Dataset excerpts:

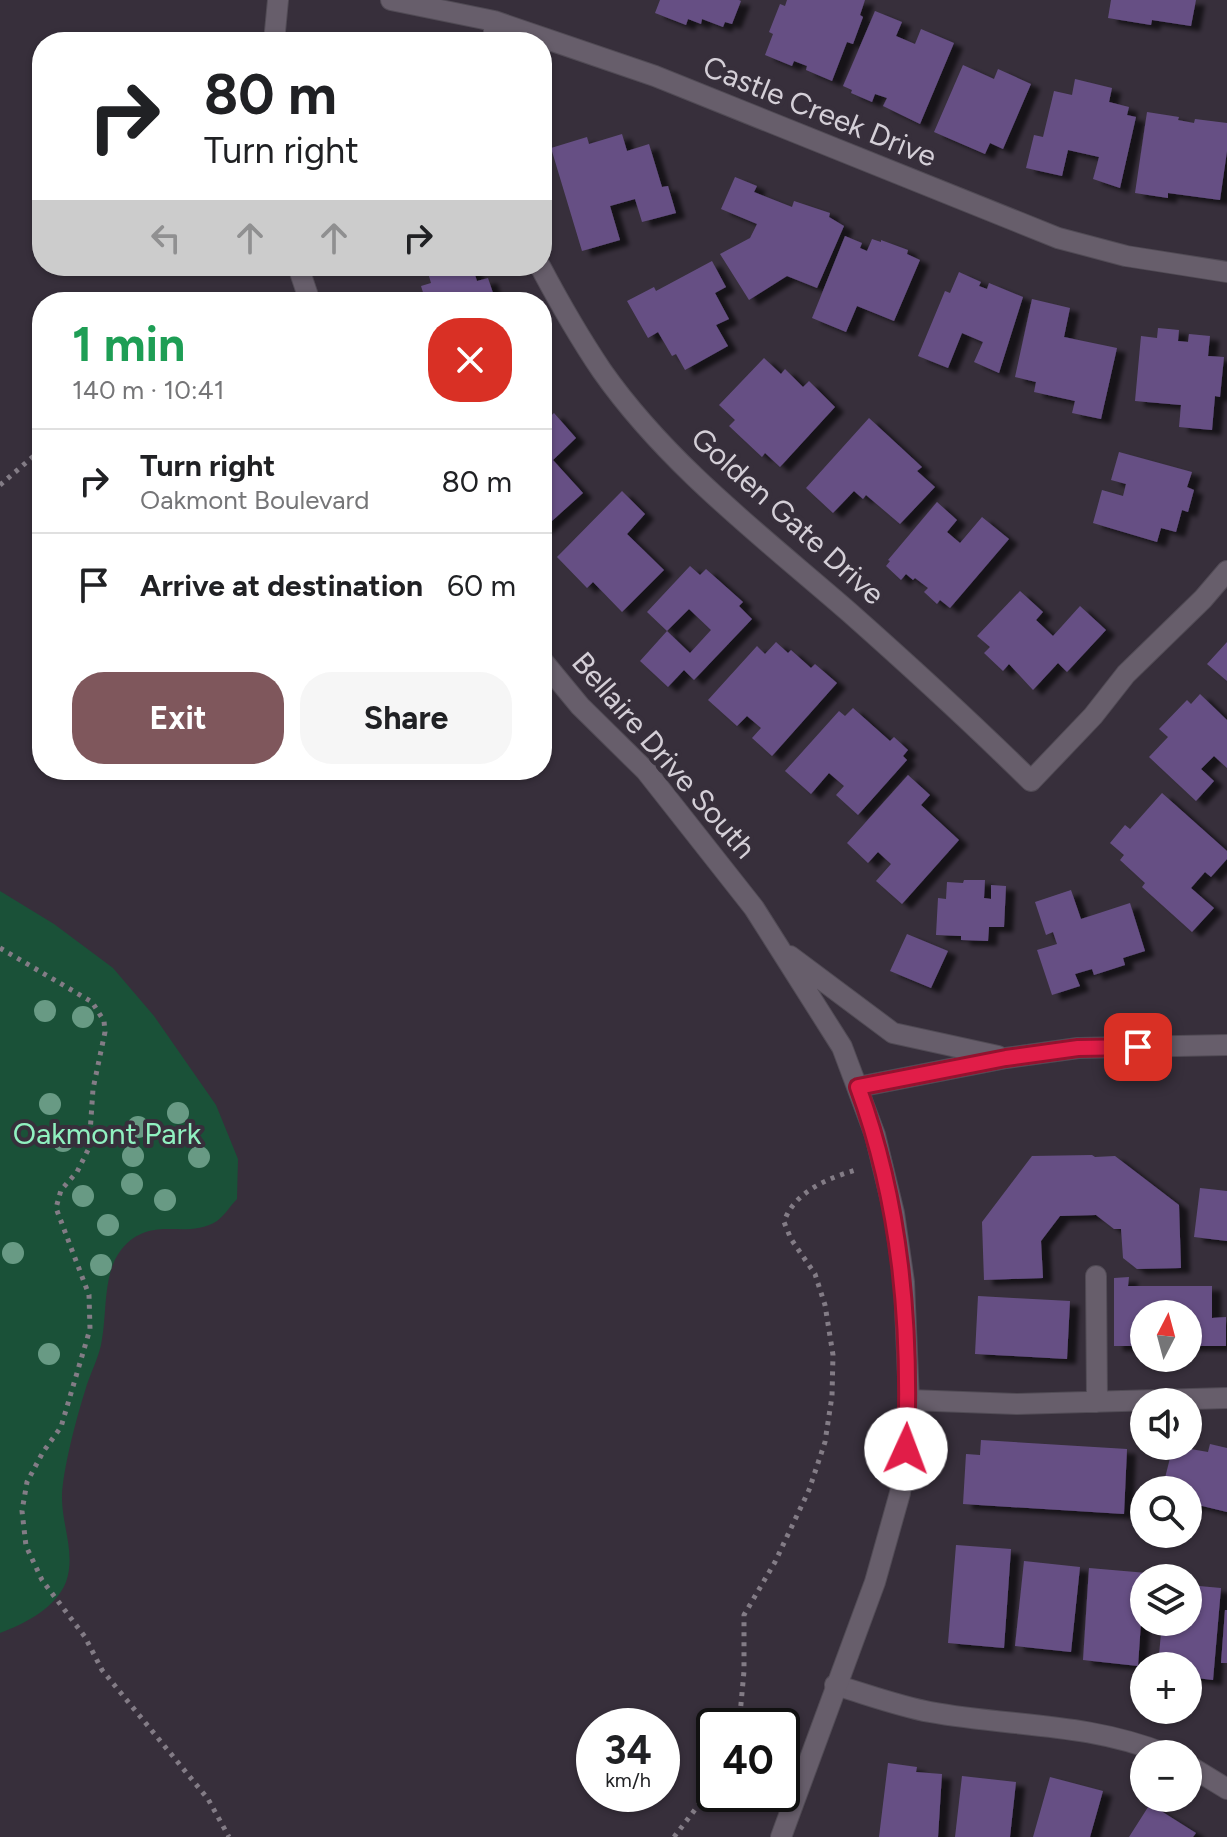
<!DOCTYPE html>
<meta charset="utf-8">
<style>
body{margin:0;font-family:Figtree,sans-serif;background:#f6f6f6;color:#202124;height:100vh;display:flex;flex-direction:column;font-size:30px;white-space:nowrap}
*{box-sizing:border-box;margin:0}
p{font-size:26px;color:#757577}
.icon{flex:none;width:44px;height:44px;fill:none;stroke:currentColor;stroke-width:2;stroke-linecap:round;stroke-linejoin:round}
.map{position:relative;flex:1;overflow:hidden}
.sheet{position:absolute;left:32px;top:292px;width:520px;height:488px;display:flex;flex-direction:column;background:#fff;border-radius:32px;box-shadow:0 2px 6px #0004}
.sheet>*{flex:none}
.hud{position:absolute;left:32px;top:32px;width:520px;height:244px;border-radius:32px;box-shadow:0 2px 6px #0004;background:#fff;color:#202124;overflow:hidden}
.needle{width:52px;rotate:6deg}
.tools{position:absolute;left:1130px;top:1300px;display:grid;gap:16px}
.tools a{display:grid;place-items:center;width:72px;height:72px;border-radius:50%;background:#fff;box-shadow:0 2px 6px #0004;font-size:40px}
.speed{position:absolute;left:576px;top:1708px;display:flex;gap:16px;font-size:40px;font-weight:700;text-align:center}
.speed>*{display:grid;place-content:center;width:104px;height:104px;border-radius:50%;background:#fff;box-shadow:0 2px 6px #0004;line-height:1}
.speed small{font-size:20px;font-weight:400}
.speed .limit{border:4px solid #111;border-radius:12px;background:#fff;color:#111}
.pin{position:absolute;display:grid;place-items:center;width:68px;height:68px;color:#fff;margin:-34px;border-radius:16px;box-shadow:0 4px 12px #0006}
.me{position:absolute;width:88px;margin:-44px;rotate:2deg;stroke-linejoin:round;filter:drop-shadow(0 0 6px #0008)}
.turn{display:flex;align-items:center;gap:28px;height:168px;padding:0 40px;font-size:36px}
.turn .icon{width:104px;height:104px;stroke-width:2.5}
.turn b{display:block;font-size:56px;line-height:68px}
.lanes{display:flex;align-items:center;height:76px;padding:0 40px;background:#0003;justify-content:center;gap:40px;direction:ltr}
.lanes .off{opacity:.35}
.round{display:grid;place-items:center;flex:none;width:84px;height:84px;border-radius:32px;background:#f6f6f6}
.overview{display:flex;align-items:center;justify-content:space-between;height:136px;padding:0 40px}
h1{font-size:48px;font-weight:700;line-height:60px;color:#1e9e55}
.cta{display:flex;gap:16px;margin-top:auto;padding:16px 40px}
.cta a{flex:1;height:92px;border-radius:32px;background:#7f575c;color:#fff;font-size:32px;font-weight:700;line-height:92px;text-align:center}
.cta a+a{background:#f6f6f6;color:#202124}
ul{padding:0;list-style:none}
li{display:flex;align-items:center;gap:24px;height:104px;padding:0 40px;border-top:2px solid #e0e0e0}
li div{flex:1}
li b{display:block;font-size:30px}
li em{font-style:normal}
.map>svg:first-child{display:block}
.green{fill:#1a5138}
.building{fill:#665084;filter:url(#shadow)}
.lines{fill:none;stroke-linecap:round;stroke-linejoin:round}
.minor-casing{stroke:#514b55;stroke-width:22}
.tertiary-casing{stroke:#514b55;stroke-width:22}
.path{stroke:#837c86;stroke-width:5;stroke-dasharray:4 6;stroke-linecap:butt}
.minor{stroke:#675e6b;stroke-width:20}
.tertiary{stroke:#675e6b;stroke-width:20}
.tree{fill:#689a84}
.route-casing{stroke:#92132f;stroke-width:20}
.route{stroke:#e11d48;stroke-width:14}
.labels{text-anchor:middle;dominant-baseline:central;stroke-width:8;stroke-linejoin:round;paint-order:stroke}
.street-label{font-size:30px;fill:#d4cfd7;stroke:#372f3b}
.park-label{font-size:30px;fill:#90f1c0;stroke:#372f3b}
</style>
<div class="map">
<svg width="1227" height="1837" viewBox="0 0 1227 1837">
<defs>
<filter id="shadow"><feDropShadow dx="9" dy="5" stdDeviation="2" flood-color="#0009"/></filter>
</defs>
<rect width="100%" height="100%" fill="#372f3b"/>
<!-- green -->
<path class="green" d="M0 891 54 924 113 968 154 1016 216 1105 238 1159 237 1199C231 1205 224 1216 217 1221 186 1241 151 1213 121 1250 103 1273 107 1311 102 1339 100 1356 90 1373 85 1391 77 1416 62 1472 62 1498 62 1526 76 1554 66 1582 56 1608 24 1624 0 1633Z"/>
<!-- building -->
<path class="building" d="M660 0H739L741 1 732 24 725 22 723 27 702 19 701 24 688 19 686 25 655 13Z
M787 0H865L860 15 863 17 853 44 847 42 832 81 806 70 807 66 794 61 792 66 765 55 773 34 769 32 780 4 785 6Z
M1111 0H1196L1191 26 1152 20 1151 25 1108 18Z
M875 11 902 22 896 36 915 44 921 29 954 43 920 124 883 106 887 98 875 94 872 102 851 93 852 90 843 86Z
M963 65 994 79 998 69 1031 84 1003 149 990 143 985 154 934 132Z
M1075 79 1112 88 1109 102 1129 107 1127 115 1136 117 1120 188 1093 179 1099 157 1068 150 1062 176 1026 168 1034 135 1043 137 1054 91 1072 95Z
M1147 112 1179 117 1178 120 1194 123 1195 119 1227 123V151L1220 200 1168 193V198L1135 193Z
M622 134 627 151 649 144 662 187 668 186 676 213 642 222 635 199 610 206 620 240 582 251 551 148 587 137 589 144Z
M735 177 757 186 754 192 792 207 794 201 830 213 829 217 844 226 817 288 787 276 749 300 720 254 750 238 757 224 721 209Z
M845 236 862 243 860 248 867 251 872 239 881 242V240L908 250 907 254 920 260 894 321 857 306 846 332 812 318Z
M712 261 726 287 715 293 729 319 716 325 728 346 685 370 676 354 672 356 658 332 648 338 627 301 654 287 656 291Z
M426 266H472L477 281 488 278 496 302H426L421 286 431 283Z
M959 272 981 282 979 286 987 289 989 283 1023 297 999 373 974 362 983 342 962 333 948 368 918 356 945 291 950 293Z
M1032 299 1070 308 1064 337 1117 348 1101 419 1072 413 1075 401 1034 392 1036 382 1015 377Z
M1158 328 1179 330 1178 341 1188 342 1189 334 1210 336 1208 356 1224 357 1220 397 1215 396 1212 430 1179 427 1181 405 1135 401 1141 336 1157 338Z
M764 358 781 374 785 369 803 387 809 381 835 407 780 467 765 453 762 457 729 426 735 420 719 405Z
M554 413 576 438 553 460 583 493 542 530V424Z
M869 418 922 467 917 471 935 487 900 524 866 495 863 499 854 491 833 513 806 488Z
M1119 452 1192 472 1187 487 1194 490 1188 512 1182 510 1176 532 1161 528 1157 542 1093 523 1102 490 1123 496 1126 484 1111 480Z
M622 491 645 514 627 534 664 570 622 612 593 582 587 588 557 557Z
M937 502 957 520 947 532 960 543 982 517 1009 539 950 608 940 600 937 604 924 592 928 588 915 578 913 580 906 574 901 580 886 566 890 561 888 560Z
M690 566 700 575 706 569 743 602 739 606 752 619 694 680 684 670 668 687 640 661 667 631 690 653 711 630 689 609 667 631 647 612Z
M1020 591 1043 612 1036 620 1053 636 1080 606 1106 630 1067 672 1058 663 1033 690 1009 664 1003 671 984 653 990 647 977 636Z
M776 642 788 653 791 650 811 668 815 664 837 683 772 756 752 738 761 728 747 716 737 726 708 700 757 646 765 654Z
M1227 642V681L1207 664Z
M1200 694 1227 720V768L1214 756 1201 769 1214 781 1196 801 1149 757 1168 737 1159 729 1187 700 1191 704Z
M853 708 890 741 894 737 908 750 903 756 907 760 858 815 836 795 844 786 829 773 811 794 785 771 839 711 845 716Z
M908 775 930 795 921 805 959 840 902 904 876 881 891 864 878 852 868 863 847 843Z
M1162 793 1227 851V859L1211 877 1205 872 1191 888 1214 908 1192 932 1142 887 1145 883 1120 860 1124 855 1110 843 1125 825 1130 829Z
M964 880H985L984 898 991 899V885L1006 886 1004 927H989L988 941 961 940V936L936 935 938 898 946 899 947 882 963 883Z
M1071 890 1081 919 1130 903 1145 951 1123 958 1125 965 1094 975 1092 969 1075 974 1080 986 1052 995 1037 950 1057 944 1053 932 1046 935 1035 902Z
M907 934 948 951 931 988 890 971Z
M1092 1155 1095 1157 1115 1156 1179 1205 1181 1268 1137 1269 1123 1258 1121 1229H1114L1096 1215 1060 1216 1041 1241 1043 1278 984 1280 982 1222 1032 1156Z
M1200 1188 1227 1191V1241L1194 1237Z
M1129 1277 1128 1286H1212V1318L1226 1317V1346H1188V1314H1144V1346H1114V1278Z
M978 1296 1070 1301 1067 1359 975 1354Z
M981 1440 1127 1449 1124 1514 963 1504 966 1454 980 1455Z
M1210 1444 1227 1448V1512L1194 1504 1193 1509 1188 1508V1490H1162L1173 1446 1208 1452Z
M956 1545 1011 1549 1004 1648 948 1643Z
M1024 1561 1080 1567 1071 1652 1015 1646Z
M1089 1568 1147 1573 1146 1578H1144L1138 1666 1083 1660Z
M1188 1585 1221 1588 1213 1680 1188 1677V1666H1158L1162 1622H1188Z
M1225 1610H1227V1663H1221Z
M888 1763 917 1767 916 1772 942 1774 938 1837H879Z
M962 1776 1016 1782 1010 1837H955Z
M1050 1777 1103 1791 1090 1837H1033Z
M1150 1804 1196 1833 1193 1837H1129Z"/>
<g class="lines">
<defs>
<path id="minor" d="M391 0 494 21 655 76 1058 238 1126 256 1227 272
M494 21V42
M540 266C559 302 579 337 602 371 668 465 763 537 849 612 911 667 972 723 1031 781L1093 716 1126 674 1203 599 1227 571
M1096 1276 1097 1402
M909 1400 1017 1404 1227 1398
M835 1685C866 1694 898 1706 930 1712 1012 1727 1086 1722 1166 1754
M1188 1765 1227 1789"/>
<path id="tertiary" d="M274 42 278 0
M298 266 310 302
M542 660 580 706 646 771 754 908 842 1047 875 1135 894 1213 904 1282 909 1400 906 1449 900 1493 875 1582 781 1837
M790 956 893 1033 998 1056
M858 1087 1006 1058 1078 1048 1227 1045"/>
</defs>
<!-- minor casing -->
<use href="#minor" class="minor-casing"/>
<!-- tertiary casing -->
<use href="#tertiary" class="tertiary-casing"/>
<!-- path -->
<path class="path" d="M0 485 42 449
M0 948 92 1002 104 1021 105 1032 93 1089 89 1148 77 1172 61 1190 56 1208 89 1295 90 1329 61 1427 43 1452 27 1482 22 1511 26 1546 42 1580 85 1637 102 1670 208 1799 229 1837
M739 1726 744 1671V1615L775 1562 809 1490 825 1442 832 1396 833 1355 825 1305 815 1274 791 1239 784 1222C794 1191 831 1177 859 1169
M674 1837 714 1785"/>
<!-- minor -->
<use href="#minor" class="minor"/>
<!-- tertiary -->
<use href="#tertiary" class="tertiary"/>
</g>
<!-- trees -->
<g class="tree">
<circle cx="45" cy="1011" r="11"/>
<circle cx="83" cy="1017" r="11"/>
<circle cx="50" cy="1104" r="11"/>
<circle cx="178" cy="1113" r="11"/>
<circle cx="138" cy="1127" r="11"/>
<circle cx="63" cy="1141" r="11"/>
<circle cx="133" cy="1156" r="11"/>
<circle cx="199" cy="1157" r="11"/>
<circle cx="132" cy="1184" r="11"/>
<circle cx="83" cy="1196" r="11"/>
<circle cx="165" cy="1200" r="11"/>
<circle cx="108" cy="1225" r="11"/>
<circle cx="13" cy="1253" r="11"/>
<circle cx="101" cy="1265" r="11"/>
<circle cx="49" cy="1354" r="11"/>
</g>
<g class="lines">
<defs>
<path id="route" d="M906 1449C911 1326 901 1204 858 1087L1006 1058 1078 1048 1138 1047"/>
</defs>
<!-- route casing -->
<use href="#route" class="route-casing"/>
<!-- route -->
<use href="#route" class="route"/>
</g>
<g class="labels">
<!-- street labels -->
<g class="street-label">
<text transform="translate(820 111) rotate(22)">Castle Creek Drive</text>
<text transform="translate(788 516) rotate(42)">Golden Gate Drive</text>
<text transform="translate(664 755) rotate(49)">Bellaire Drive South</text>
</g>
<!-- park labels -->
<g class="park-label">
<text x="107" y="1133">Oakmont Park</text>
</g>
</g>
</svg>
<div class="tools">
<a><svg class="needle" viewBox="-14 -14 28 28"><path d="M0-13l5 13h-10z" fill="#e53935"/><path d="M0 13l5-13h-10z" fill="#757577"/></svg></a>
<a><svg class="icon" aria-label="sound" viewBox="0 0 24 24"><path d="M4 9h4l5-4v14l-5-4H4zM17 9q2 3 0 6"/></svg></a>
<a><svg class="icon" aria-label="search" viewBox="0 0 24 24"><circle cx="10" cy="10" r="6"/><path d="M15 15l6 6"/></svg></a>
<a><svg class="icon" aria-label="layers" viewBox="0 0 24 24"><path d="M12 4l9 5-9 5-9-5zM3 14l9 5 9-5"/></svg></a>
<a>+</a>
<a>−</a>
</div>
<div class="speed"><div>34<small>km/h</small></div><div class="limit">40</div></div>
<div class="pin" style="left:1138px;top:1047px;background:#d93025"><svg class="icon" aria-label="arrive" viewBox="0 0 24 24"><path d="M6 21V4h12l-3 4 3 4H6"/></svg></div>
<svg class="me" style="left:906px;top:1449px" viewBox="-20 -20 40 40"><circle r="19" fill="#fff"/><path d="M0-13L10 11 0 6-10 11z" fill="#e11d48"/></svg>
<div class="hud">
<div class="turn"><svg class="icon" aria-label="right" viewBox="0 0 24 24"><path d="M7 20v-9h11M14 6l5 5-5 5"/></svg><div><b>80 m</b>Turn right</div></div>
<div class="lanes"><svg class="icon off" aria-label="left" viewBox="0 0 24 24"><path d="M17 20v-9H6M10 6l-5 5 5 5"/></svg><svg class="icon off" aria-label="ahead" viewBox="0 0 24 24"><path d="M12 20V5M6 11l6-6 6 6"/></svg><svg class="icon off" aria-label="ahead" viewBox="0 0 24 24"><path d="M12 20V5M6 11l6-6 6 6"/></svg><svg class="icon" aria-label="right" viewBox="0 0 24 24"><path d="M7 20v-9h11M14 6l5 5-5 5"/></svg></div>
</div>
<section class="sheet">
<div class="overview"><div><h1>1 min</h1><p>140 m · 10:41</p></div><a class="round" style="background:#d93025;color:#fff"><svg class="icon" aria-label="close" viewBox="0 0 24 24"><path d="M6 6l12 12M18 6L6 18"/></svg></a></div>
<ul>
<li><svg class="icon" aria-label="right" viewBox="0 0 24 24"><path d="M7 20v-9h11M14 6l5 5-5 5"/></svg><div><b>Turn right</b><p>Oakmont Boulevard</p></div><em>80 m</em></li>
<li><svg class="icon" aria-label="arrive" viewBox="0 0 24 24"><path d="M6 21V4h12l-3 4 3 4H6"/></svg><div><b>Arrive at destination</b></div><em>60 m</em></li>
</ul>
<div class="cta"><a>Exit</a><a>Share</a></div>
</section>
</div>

** Goal of the exercise **
I'd like the lines above from the one with "M1071 890 1081" up to and including the one with "<!-- tertiary -->" copied exactly, with no other lines.

** Written answer **
M1071 890 1081 919 1130 903 1145 951 1123 958 1125 965 1094 975 1092 969 1075 974 1080 986 1052 995 1037 950 1057 944 1053 932 1046 935 1035 902Z
M907 934 948 951 931 988 890 971Z
M1092 1155 1095 1157 1115 1156 1179 1205 1181 1268 1137 1269 1123 1258 1121 1229H1114L1096 1215 1060 1216 1041 1241 1043 1278 984 1280 982 1222 1032 1156Z
M1200 1188 1227 1191V1241L1194 1237Z
M1129 1277 1128 1286H1212V1318L1226 1317V1346H1188V1314H1144V1346H1114V1278Z
M978 1296 1070 1301 1067 1359 975 1354Z
M981 1440 1127 1449 1124 1514 963 1504 966 1454 980 1455Z
M1210 1444 1227 1448V1512L1194 1504 1193 1509 1188 1508V1490H1162L1173 1446 1208 1452Z
M956 1545 1011 1549 1004 1648 948 1643Z
M1024 1561 1080 1567 1071 1652 1015 1646Z
M1089 1568 1147 1573 1146 1578H1144L1138 1666 1083 1660Z
M1188 1585 1221 1588 1213 1680 1188 1677V1666H1158L1162 1622H1188Z
M1225 1610H1227V1663H1221Z
M888 1763 917 1767 916 1772 942 1774 938 1837H879Z
M962 1776 1016 1782 1010 1837H955Z
M1050 1777 1103 1791 1090 1837H1033Z
M1150 1804 1196 1833 1193 1837H1129Z"/>
<g class="lines">
<defs>
<path id="minor" d="M391 0 494 21 655 76 1058 238 1126 256 1227 272
M494 21V42
M540 266C559 302 579 337 602 371 668 465 763 537 849 612 911 667 972 723 1031 781L1093 716 1126 674 1203 599 1227 571
M1096 1276 1097 1402
M909 1400 1017 1404 1227 1398
M835 1685C866 1694 898 1706 930 1712 1012 1727 1086 1722 1166 1754
M1188 1765 1227 1789"/>
<path id="tertiary" d="M274 42 278 0
M298 266 310 302
M542 660 580 706 646 771 754 908 842 1047 875 1135 894 1213 904 1282 909 1400 906 1449 900 1493 875 1582 781 1837
M790 956 893 1033 998 1056
M858 1087 1006 1058 1078 1048 1227 1045"/>
</defs>
<!-- minor casing -->
<use href="#minor" class="minor-casing"/>
<!-- tertiary casing -->
<use href="#tertiary" class="tertiary-casing"/>
<!-- path -->
<path class="path" d="M0 485 42 449
M0 948 92 1002 104 1021 105 1032 93 1089 89 1148 77 1172 61 1190 56 1208 89 1295 90 1329 61 1427 43 1452 27 1482 22 1511 26 1546 42 1580 85 1637 102 1670 208 1799 229 1837
M739 1726 744 1671V1615L775 1562 809 1490 825 1442 832 1396 833 1355 825 1305 815 1274 791 1239 784 1222C794 1191 831 1177 859 1169
M674 1837 714 1785"/>
<!-- minor -->
<use href="#minor" class="minor"/>
<!-- tertiary -->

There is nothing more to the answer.